*Task to complete:* Return a copy of every line in the records that includes the word "nowrap".

"""

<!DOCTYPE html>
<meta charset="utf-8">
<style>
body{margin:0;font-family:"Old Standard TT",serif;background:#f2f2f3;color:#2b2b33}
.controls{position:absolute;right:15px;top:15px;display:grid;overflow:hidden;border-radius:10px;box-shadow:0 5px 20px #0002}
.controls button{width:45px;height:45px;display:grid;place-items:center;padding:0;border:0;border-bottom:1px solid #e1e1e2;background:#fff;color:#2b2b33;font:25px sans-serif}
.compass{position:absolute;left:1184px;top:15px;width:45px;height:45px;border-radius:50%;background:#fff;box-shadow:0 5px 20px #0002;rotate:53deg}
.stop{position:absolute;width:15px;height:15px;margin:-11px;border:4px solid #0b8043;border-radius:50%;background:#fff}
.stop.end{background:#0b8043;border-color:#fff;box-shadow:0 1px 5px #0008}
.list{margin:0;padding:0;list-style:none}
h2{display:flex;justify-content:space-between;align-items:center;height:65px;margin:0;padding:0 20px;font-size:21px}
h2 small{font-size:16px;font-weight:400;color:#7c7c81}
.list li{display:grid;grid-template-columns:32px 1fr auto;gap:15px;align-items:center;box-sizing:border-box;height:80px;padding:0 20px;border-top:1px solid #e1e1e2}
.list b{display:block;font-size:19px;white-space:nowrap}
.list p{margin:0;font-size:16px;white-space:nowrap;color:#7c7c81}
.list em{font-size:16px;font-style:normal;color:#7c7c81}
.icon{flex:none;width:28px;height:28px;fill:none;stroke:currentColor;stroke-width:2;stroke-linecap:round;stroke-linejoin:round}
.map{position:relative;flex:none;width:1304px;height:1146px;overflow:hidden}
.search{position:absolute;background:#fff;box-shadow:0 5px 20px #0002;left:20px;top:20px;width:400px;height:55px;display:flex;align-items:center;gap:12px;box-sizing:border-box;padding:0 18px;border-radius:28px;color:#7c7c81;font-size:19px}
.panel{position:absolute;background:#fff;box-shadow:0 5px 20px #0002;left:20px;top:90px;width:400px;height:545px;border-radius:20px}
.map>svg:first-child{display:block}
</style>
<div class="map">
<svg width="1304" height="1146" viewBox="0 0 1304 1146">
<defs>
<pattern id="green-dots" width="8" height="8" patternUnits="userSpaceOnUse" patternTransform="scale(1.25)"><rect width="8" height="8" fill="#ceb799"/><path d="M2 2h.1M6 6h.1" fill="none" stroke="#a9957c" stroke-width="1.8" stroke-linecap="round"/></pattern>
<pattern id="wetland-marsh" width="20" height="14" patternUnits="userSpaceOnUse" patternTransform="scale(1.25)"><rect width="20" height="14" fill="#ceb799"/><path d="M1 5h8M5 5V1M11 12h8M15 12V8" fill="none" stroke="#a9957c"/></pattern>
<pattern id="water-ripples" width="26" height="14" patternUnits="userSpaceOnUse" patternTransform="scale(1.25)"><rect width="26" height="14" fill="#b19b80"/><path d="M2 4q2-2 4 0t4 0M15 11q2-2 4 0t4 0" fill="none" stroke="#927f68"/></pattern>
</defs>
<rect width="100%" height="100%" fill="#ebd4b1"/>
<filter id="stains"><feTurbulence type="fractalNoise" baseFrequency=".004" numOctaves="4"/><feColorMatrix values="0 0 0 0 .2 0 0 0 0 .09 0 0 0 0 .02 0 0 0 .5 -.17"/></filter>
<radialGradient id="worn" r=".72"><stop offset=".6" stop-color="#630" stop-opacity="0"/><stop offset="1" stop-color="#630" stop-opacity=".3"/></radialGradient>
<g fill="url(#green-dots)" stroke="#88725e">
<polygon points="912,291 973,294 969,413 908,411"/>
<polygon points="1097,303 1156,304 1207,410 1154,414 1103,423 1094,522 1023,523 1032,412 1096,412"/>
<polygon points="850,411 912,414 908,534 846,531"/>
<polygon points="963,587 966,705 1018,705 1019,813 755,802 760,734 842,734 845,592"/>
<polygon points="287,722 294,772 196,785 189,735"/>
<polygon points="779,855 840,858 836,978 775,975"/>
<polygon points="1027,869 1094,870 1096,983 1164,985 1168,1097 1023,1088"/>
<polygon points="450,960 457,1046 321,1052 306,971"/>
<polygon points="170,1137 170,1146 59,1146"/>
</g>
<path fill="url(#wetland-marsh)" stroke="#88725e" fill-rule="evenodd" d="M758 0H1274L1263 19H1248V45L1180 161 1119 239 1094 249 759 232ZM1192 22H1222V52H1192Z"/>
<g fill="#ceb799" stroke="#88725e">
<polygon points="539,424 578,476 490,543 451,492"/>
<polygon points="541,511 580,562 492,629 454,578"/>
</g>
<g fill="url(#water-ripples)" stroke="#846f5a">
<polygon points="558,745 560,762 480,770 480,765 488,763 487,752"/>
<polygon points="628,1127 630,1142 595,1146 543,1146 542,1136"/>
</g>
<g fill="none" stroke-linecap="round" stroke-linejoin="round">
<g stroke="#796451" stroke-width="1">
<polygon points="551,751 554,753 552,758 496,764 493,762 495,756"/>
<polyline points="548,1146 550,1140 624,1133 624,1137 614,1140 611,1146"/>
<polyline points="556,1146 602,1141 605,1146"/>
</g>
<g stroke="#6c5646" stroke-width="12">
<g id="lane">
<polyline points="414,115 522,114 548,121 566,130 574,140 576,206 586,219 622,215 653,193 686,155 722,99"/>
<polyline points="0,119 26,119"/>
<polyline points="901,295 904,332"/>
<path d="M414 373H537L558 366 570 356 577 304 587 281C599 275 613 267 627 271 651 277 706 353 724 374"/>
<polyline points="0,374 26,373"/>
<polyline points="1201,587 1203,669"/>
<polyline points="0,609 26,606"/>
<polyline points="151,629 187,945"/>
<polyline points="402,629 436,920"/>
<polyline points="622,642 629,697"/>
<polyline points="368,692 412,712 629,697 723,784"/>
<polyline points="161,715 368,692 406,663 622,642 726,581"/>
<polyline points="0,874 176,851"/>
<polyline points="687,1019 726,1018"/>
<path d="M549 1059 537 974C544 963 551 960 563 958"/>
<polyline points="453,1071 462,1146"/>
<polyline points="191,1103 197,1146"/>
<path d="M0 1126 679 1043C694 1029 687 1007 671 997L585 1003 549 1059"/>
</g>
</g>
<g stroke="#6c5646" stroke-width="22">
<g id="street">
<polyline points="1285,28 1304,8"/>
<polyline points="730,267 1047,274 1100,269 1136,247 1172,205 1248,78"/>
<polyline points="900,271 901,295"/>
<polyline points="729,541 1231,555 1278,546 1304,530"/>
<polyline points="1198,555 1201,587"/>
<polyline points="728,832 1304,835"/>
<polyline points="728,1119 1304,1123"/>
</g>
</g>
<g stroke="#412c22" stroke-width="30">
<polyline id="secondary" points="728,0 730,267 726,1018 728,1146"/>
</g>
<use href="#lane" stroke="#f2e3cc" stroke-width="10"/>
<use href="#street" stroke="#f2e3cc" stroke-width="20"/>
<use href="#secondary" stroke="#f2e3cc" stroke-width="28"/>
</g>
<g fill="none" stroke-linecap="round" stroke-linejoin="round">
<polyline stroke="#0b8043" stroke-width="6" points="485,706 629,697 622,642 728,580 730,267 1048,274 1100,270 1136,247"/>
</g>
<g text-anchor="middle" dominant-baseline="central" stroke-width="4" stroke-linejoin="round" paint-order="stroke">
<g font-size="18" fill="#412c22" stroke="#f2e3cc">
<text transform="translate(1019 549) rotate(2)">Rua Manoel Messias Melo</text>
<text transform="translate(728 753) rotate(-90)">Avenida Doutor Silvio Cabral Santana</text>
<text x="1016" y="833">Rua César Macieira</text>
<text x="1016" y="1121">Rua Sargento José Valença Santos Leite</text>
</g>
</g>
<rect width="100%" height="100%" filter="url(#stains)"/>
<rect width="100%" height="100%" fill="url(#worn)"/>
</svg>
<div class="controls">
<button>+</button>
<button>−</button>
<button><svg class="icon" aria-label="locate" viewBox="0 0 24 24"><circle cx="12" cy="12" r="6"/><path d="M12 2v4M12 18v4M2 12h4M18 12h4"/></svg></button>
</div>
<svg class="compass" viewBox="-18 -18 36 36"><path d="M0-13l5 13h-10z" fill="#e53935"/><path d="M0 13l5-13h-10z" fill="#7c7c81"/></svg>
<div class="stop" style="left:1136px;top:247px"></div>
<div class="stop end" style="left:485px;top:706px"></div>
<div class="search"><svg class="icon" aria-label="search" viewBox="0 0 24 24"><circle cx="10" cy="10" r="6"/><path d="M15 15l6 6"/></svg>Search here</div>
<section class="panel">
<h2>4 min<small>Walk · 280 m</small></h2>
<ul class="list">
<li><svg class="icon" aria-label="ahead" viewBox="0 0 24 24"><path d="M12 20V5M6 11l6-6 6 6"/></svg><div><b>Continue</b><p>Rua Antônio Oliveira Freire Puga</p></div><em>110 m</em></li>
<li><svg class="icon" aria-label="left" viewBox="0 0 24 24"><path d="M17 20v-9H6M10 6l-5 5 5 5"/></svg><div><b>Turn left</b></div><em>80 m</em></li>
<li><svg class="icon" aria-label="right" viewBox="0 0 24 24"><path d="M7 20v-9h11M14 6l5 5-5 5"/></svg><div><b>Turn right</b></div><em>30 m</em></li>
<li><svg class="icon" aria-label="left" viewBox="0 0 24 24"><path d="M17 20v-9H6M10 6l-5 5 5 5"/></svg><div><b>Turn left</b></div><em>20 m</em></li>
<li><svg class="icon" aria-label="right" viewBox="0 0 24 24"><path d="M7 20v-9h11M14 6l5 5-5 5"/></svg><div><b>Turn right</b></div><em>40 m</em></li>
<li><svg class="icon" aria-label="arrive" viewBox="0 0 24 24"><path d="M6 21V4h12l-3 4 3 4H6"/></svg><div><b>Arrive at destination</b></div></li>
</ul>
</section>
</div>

"""

*Exercise output:*
.list b{display:block;font-size:19px;white-space:nowrap}
.list p{margin:0;font-size:16px;white-space:nowrap;color:#7c7c81}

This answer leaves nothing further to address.